Arianrhod accompagnò il padre in testa al corteo funebre di sua madre. Nella bella cornice di una scogliera che dava sul mare, Drott, regina di Svezia, nata Principessa di Danimarca, fu posta sulla pira funebre. Indossava una lussuosa tunica nera con una sopravveste dello stesso colore corredata da molti gioielli preziosi; i lunghi capelli biondi erano acconciati in due pesanti trecce, raccolte ai lati del capo, e sormontati da una coroncina d’oro.

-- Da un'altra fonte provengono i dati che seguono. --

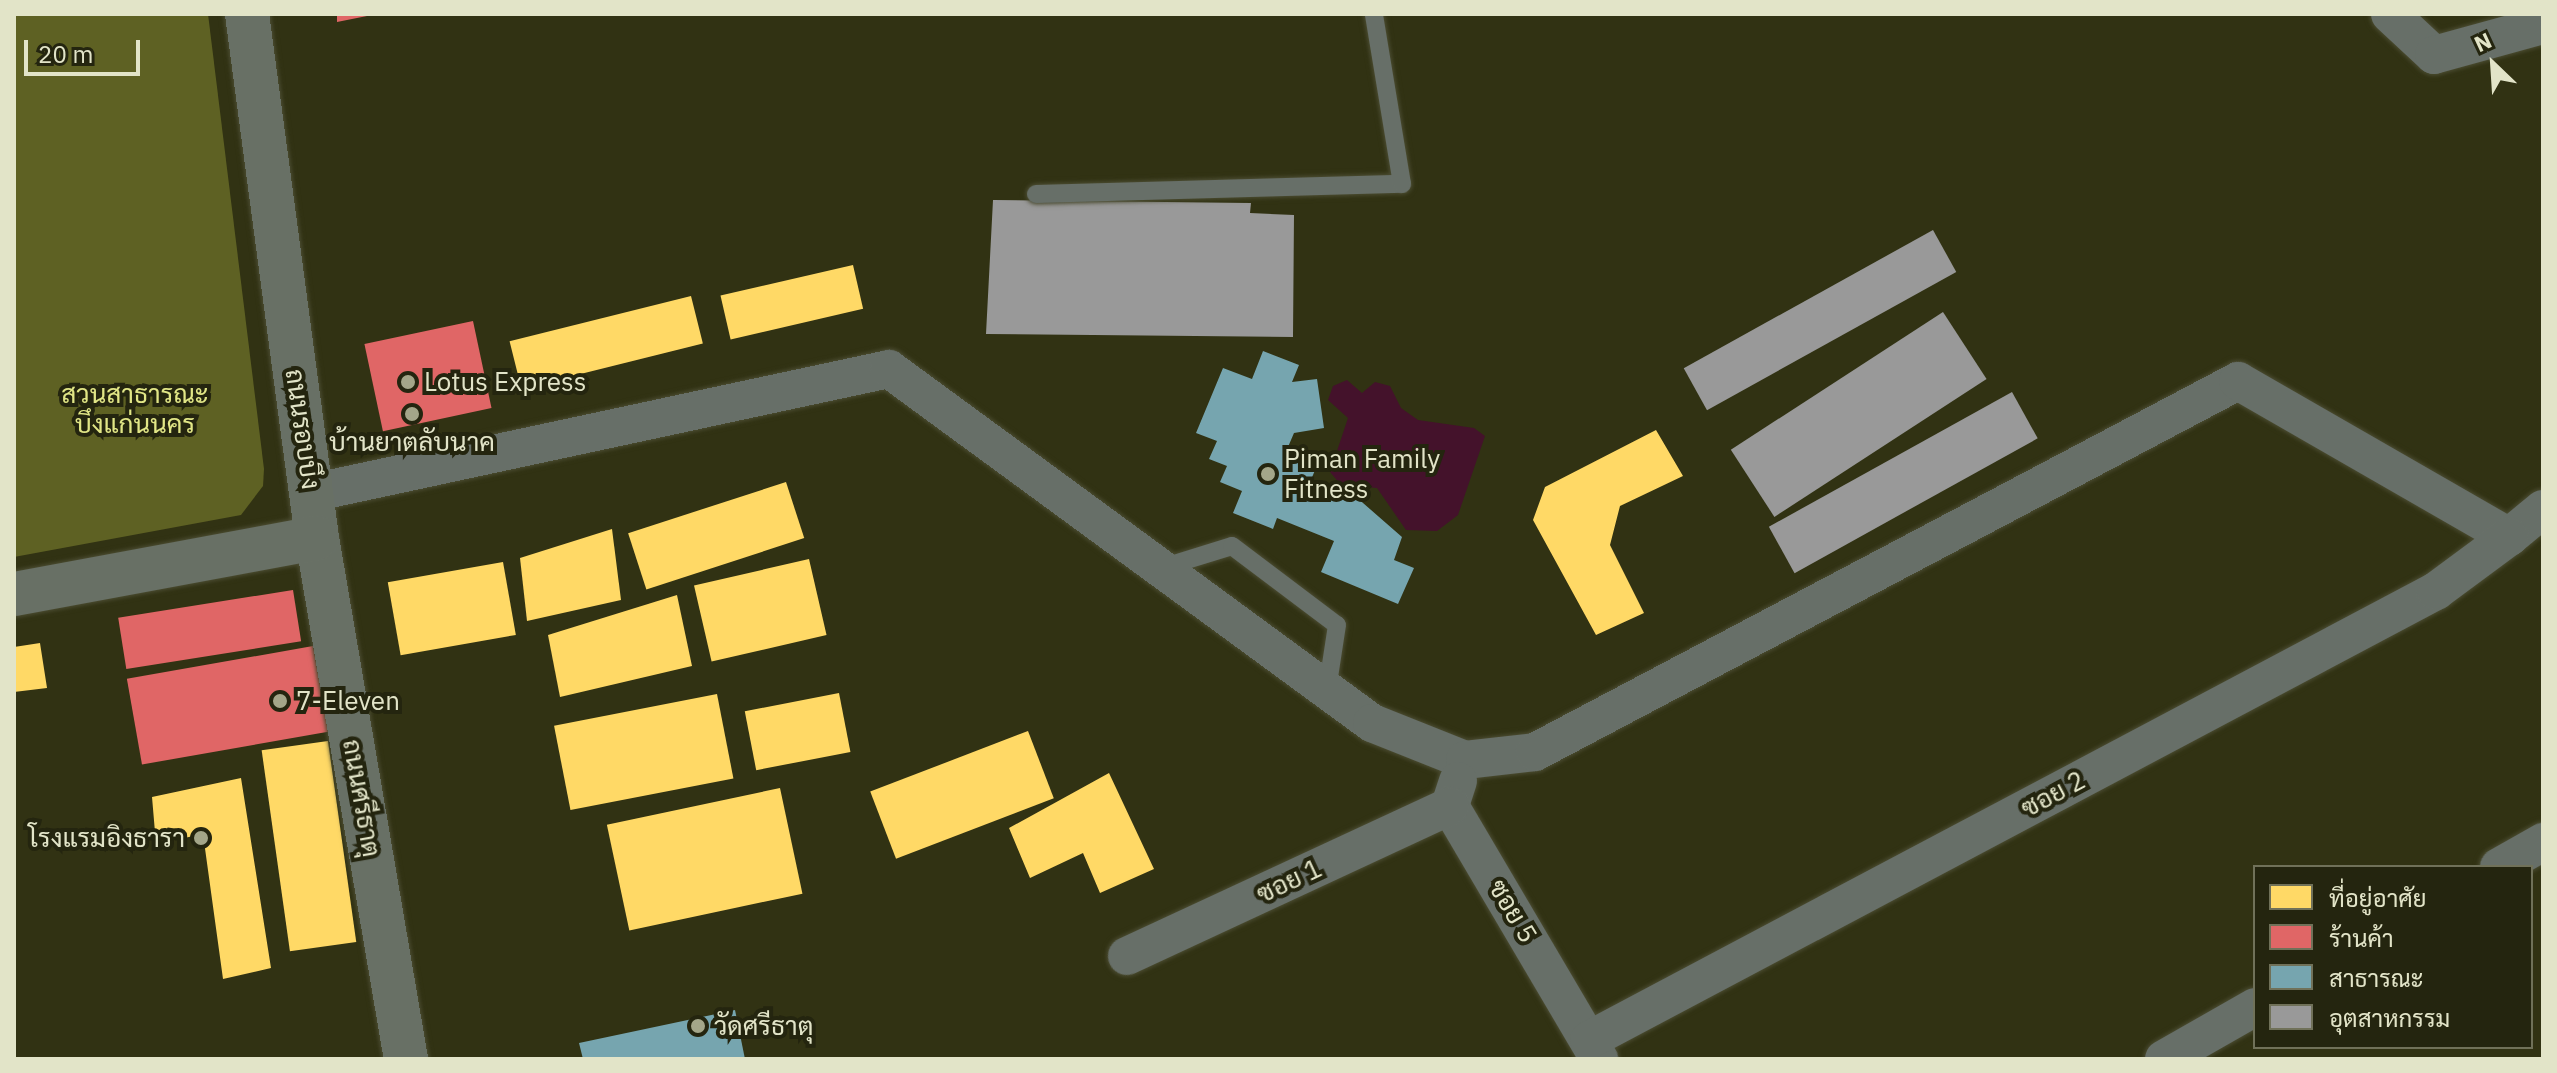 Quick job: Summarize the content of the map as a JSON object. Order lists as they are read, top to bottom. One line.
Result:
{"streets":{"street":["ถนนรอบบึง","ซอย 2","ถนนศรีธาตุ","ซอย 1","ซอย 5"]},"crossings":[["ถนนรอบบึง","ถนนศรีธาตุ"],["ซอย 2","ซอย 5"],["ซอย 1","ซอย 5"]],"parks":["สวนสาธารณะ บึงแก่นนคร"],"places":["Lotus Express","บ้านยาตลับนาค","Piman Family Fitness","7-Eleven","โรงแรมอิงธารา","วัดศรีธาตุ"],"legend":["ที่อยู่อาศัย","ร้านค้า","สาธารณะ","อุตสาหกรรม"],"scale_bar":"20 m","north":"top left"}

Accanto a lei era stato posato il corpicino della figlioletta, avvolto in un telo ricamato. Entrambe erano coperte da un sudario nero trasparente.

Mentre i corpi della moglie e della figlia bruciavano sulla pira, il re Jörundr aveva il viso contratto e sconvolto. Avrebbe voluto piangere mentre stringeva la mano della sua unica figlia superstite, ma non voleva mostrare le sue emozioni di fronte all’intera corte, riunita per il funerale.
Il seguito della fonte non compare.